Dataset entries:
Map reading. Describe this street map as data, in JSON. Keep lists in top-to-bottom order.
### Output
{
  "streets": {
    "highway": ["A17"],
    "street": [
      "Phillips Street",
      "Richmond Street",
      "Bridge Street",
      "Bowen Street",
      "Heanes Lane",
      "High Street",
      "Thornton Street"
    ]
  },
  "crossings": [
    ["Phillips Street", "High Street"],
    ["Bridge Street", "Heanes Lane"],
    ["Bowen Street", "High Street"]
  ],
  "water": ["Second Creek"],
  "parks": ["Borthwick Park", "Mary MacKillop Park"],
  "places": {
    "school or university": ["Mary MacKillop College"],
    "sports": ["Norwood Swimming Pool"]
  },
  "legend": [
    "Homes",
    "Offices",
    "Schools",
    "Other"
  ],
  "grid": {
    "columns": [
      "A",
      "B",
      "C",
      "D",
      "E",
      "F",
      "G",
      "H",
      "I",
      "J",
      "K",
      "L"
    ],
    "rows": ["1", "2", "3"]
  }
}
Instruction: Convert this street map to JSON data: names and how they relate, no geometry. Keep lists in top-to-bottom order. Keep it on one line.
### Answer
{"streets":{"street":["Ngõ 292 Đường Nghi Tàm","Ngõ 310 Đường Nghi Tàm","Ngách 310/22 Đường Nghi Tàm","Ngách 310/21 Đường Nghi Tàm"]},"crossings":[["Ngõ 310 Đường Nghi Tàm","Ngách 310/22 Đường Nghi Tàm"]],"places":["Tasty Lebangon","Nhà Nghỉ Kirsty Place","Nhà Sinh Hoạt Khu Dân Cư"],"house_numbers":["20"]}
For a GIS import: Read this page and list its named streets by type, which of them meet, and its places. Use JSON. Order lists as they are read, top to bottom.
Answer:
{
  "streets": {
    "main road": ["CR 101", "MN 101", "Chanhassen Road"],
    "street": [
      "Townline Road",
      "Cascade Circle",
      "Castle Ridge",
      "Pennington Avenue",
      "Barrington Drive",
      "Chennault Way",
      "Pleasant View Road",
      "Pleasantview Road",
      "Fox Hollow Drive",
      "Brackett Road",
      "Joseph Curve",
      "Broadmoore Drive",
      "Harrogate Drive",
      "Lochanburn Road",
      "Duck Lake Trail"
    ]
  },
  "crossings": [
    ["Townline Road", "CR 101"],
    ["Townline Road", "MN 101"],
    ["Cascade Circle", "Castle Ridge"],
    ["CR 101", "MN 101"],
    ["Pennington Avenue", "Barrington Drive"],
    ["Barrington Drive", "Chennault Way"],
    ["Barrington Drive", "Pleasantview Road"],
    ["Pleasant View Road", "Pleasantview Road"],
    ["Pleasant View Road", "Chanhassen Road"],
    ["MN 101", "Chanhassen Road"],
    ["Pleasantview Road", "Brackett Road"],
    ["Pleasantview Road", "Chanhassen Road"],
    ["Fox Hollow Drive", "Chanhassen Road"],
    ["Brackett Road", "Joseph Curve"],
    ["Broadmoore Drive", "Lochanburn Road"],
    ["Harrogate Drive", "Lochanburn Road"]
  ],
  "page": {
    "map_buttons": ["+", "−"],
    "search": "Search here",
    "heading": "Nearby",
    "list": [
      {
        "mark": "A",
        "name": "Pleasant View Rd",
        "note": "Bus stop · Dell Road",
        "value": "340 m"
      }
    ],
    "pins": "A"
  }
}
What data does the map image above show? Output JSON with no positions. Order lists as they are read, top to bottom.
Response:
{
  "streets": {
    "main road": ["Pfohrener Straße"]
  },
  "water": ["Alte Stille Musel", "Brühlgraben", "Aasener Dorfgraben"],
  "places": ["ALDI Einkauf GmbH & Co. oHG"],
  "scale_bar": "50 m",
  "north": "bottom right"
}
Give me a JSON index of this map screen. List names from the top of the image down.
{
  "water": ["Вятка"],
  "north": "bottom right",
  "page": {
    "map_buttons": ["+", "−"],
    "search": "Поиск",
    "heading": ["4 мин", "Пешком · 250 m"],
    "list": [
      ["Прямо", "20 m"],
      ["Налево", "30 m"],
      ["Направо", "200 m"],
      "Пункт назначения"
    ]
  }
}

=== PROBLEM ===
Give back, unchanged, the line containing "Give me a JSON" and each line that comes after it in the entries above, ending with the last.

=== EXERCISE OUTPUT ===
Give me a JSON index of this map screen. List names from the top of the image down.
{
  "water": ["Вятка"],
  "north": "bottom right",
  "page": {
    "map_buttons": ["+", "−"],
    "search": "Поиск",
    "heading": ["4 мин", "Пешком · 250 m"],
    "list": [
      ["Прямо", "20 m"],
      ["Налево", "30 m"],
      ["Направо", "200 m"],
      "Пункт назначения"
    ]
  }
}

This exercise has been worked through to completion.